(The data)

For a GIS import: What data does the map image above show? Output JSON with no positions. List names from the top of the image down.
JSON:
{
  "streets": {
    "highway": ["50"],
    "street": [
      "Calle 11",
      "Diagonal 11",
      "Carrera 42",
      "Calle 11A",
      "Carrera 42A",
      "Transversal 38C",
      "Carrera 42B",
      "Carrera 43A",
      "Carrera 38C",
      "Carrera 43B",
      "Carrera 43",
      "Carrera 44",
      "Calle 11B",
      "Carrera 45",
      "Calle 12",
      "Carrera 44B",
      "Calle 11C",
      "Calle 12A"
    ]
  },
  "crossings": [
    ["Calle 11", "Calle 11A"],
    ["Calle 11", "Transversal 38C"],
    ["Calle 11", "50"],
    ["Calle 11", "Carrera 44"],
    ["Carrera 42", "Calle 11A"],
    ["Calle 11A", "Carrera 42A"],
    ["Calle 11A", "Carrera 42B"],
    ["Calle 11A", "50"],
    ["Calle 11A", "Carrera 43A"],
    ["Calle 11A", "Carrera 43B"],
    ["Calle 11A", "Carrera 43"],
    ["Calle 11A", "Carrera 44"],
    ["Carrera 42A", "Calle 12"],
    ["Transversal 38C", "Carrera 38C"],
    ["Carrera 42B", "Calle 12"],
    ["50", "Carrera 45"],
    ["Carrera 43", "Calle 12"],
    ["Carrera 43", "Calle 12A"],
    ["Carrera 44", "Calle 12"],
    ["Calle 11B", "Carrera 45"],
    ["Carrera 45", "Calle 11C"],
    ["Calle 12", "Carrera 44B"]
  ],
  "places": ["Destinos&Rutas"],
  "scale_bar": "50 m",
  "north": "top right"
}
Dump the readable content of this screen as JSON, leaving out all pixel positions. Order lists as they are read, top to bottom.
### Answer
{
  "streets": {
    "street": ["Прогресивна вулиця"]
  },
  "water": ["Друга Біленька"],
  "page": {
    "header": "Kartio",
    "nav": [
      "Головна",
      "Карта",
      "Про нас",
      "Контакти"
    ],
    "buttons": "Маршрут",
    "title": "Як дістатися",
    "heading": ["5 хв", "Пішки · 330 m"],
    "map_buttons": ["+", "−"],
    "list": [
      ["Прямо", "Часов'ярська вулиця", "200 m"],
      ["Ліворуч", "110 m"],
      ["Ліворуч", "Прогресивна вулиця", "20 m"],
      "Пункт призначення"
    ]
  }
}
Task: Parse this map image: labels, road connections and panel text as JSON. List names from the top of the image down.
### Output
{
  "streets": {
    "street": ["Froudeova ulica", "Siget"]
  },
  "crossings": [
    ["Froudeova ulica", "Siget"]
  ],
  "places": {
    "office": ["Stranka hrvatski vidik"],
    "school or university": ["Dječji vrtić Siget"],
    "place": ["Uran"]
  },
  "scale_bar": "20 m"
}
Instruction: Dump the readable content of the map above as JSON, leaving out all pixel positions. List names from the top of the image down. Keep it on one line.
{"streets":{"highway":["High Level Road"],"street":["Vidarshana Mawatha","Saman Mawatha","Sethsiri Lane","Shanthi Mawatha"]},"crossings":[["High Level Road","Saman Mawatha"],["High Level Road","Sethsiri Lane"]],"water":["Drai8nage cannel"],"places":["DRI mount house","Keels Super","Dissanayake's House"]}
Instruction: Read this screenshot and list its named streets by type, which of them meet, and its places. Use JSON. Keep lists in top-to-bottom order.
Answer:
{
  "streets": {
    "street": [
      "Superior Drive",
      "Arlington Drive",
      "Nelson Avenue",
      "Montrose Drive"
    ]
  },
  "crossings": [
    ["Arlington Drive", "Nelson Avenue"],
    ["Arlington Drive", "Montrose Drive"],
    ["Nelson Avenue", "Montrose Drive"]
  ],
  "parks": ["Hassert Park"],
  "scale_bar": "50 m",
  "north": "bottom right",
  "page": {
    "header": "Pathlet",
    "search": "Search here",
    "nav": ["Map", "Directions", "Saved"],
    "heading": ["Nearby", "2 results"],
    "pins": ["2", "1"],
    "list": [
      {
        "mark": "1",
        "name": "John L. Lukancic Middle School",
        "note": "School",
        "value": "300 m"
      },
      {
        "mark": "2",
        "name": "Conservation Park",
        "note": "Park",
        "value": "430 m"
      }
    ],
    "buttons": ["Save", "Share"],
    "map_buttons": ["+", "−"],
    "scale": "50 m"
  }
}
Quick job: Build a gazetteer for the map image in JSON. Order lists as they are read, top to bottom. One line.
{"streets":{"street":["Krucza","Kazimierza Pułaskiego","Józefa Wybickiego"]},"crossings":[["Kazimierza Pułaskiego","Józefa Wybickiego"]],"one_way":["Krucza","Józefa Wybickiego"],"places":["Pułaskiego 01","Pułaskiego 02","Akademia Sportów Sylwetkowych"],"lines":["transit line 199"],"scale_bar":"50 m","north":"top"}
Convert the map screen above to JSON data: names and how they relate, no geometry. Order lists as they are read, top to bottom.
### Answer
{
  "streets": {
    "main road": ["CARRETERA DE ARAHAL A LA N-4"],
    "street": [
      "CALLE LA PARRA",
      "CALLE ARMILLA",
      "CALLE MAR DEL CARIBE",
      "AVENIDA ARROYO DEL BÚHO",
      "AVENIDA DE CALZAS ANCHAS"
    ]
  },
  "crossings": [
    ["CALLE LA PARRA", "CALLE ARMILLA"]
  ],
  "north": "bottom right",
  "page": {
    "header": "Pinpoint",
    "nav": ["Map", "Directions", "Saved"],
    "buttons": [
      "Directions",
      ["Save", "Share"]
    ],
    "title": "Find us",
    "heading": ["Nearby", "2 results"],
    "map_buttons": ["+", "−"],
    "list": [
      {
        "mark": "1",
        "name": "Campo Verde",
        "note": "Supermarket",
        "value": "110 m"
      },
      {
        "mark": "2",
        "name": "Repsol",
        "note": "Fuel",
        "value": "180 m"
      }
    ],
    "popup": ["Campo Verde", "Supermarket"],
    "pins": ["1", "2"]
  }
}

(End The data)

Problem to solve: Find all the lines containing "this" in the material, then copy them.

Problem solution:
Dump the readable content of this screen as JSON, leaving out all pixel positions. Order lists as they are read, top to bottom.
Task: Parse this map image: labels, road connections and panel text as JSON. List names from the top of the image down.
Instruction: Read this screenshot and list its named streets by type, which of them meet, and its places. Use JSON. Keep lists in top-to-bottom order.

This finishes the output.